ABOUT THIS TASK: Collect every line below that contains the word "linecap".

INFORMATION GIVEN:
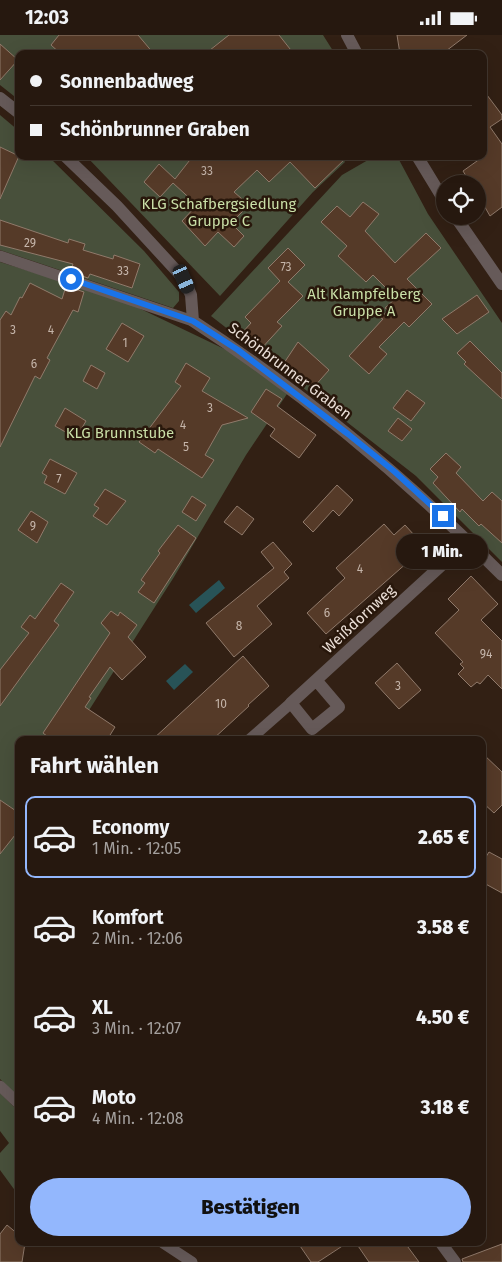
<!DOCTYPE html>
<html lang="de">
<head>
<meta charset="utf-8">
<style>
	body { margin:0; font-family:"Fira Sans",sans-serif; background:#32251d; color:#f1f3f6; height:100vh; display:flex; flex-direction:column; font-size:19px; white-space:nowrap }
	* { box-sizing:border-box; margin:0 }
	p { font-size:16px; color:#a4a09e }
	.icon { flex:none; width:28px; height:28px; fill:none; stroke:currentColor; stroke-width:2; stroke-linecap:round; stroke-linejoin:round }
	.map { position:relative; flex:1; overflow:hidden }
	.panel { position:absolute; left:15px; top:701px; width:471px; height:510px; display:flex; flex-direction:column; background:#26180f; border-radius:10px; box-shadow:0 5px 20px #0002,0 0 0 1px #42372f }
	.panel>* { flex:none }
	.hud { position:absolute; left:15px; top:15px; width:472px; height:110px; border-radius:10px; box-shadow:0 5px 20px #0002,0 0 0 1px #42372f; display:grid; align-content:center; height:110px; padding:0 15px; background:#26180f }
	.buttons { position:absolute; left:436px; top:140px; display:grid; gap:10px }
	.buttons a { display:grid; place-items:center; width:50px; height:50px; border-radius:50%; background:#26180f; box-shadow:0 5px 20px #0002,0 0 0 1px #42372f; font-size:25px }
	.end { position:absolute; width:22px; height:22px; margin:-11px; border:6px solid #1a73e8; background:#fff; box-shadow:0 0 0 2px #fff }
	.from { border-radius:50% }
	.bubble { position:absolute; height:35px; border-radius:18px; background:#26180f; box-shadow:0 5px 20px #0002,0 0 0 1px #42372f; font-size:16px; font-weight:800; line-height:35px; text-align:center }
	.car { position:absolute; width:15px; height:30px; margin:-15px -8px; border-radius:6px; box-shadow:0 0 4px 1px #0007; background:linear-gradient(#222 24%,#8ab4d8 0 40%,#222 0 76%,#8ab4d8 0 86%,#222 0) }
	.hud b { display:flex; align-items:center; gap:18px; height:48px; font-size:19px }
	.hud b+b { border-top:1px solid #42372f }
	.hud i { width:12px; height:12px; background:#f1f3f6 }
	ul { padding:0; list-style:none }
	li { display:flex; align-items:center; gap:15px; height:82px; margin:0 10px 8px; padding:0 5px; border:2px solid transparent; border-radius:10px }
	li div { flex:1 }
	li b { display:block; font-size:19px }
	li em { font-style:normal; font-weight:800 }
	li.current { border-color:#93b7fd }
	li>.icon { width:45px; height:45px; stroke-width:1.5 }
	h2 { padding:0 15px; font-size:22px; line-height:60px }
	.primary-button { display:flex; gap:10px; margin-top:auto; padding:10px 15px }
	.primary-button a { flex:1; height:58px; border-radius:30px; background:#93b7fd; color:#111; font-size:20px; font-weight:800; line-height:58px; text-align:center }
	.status { display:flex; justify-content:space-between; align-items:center; height:35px; padding:0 25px; background:#26180f; direction:ltr }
	.status svg { height:14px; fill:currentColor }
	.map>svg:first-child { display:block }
	.green { fill:#48503b }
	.water { fill:#285357 }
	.building { fill:#553a28; stroke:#907a6b }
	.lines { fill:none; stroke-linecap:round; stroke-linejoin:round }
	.lane { stroke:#665a59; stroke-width:11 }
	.street { stroke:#665a59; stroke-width:12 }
	.route { stroke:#1a73e8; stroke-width:6 }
	.labels { text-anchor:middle; stroke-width:5; stroke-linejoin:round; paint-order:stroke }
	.number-label { font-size:12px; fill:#c5b5aa }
	.park-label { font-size:15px; fill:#c9dfa7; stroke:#28170b }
	.street-label { font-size:15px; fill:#eaded6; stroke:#28170b }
</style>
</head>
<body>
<div class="status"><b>12:03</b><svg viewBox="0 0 49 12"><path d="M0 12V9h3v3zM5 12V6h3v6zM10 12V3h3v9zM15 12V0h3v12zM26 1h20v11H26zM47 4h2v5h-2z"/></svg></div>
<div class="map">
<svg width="502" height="1227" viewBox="0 0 502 1227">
	<rect width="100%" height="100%" fill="#322014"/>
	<!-- green -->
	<path class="green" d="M0,0H323L335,19H19V65L0,50Z
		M0,80L19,96V121H48L144,216L179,257V266L173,273L0,215Z
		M86,121H341L345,127L313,157L220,261Z
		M375,121H397L428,179L502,288V527L416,441L211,281L342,140Z
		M0,227L122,265L237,320L287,359L246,420L174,542L70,705H19V1063L0,1044Z
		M0,1058L19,1077V1161L0,1135V1118L9,1108L0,1096Z"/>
	<!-- water -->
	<path class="water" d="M219,545L225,553L196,578L189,570Z
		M185,629L193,637L174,655L166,646Z"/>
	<!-- building -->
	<path class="building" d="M59,0H138L154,19H61L51,10Z
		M229,0H279L294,19H205Z
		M397,0H467L442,19H400Z
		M0,9L18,25L0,45Z
		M484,56L502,80V84L490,92L502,109V172L490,181L478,160V149H471L463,136L484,121Z
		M0,112L19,121L0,164Z
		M193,121H348L315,153L290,127L269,147L257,135L234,157L249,170L231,188L244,201L234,212L218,197L205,211L182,186L197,170L173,148L160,162L144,147L159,129L175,144Z
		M363,167L379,179L365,196L395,228L426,198L441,213L407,244L432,269L409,292L404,287L379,312L387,319L369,339L349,321L383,284L381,283L388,275L385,273L396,263L373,240L366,247L338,221L347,211L321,187L337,171L350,182Z
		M0,185L68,208L69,204L85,209L83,215L113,224L114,220L140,229L132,253L90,239L88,243L70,237L73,229L0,210Z
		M288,213L305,230L288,247L303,261L277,287L282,291L260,315L242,298L251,288L245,282L280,246L268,233Z
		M30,248L62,264L66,251L84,257L78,277L73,275L47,323L50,325L40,344L35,341L0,412V285L6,276L11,280L20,262L22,263Z
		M477,260L489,277L457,299L442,284Z
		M122,288L144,301L128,327L106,314Z
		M470,306L502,338V364L464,329L466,327L457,318Z
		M298,307L329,335L313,353L284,328Z
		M186,328L210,343L202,356L248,383L222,390L205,420L214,425L202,443L158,414L155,418L139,407L181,351L175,347Z
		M91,330L105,338L97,354L83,346Z
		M266,354L282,364L277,371L316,400L299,423L270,401L275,394L251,377Z
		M407,355L425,368L411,386L393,373Z
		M65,373L86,386L76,403L55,391Z
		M398,383L412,394L402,406L388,396Z
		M446,418L461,432L456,438L483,466L492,457L502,466V508L481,489L479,491L462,474L460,477L433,448L438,442L430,434Z
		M50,424L77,438L65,459L44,448L47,441L42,438Z
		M337,450L353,465L339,481L333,475L313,497L303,487Z
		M105,454L126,466L107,490L93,481L99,473L94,470Z
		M192,461L206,470L196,486L182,477Z
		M237,471L254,484L242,500L224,487Z
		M31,476L48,487L37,508L18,495Z
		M384,489L394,500L405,490L425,512L326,599L307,578L345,543L336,533Z
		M178,490L196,503L154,568L138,557L145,548L141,545L160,518L158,516Z
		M273,507L292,529L284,537L289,543L257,571L272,589L234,622L206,588L274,533L261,517Z
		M471,541L498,569L481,585L502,606V654L488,640L480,649L477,647L471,652L458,639L464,633L460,629L463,627L435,598L459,575L448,564Z
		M61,548L74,557L54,586L59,590L0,671V635L29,598L21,592L30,580L35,584Z
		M111,576L118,581L120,577L137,590L128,602L146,622L122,645L110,632L89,662L91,663L85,672L115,692L107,705H52L43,698L110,598L101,588Z
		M243,621L269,651L248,670L249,671L212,705H152Z
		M397,628L421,655L399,674L375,648Z
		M482,718L502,737V770L494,778L482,767Z
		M0,765L19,778V795L0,819Z
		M489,817L502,824V858L482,847V828Z
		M7,1190L19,1200V1208H25L22,1227H0V1199Z
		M298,1208H347L318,1227H311Z
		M356,1208H405L419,1227H369Z
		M502,1209V1227H463L462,1224Z"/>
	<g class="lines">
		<!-- lane -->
		<path class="lane" d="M0,221L193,286
			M249,705L291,668
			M0,1051L19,1069
			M163,1208L192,1227"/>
		<!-- street -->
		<path class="street" d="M347,0L357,19
			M0,63L19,78
			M65,121L117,171L184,244L191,260L193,286C305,359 408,445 502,540
			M417,121L445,167
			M455,181L502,249
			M316,645L339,672L312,694L291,668L468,506
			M441,1208L455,1227"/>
	</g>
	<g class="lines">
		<!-- route -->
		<path class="route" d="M71,244L193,286L238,315L348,399L395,437L443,481"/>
	</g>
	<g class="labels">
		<!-- number labels -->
		<g class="number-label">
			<text x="207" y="140">33</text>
			<text x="30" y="212">29</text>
			<text x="286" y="236">73</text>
			<text x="123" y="240">33</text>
			<text x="13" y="299">3</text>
			<text x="51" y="299">4</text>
			<text x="125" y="312">1</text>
			<text x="34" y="333">6</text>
			<text x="210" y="377">3</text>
			<text x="183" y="394">4</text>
			<text x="186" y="416">5</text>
			<text x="59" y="448">7</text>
			<text x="33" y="495">9</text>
			<text x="360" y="538">4</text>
			<text x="327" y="582">6</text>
			<text x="239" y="595">8</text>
			<text x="486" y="623">94</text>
			<text x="398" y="655">3</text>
			<text x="221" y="673">10</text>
		</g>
		<!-- park labels -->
		<g class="park-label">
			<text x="219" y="174">KLG Schafbergsiedlung<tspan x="219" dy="17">Gruppe C</tspan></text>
			<text x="364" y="264">Alt Klampfelberg<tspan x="364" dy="17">Gruppe A</tspan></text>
			<text x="120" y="403">KLG Brunnstube</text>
		</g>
		<!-- street labels -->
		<g class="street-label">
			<text transform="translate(290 336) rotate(37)" y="5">Schönbrunner Graben</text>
			<text transform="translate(359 584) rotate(-43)" y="5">Weißdornweg</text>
		</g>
	</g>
</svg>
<div class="buttons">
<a><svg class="icon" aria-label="locate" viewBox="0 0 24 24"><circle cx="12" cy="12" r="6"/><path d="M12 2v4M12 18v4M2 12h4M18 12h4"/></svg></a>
</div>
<i class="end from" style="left:71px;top:244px"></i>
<i class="end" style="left:443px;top:481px"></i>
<div class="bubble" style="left:396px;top:499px;width:92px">1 Min.</div>
<i class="car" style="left:184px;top:244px;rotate:156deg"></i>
<div class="hud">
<b><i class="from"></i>Sonnenbadweg</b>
<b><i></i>Schönbrunner Graben</b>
</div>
<section class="panel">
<h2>Fahrt wählen</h2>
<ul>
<li class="current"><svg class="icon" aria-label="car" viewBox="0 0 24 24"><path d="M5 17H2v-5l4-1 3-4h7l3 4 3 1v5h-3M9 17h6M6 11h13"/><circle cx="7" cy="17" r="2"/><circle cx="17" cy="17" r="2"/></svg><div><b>Economy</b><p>1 Min. · 12:05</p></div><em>2.65 €</em></li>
<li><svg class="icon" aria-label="car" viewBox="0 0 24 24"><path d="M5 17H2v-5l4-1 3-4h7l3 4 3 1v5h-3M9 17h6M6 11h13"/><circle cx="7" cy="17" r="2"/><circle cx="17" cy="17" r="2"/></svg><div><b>Komfort</b><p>2 Min. · 12:06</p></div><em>3.58 €</em></li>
<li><svg class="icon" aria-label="car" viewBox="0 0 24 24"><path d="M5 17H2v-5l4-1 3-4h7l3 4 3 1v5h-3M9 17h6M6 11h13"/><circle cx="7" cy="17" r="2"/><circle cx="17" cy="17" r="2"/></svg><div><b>XL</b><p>3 Min. · 12:07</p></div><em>4.50 €</em></li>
<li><svg class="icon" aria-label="car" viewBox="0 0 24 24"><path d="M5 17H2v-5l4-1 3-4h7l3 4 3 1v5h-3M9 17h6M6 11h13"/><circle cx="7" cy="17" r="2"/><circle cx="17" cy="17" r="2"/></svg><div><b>Moto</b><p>4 Min. · 12:08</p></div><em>3.18 €</em></li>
</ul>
<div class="primary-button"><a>Bestätigen</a></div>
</section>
</div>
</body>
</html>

RESPONSE AREA:
	.icon { flex:none; width:28px; height:28px; fill:none; stroke:currentColor; stroke-width:2; stroke-linecap:round; stroke-linejoin:round }
	.lines { fill:none; stroke-linecap:round; stroke-linejoin:round }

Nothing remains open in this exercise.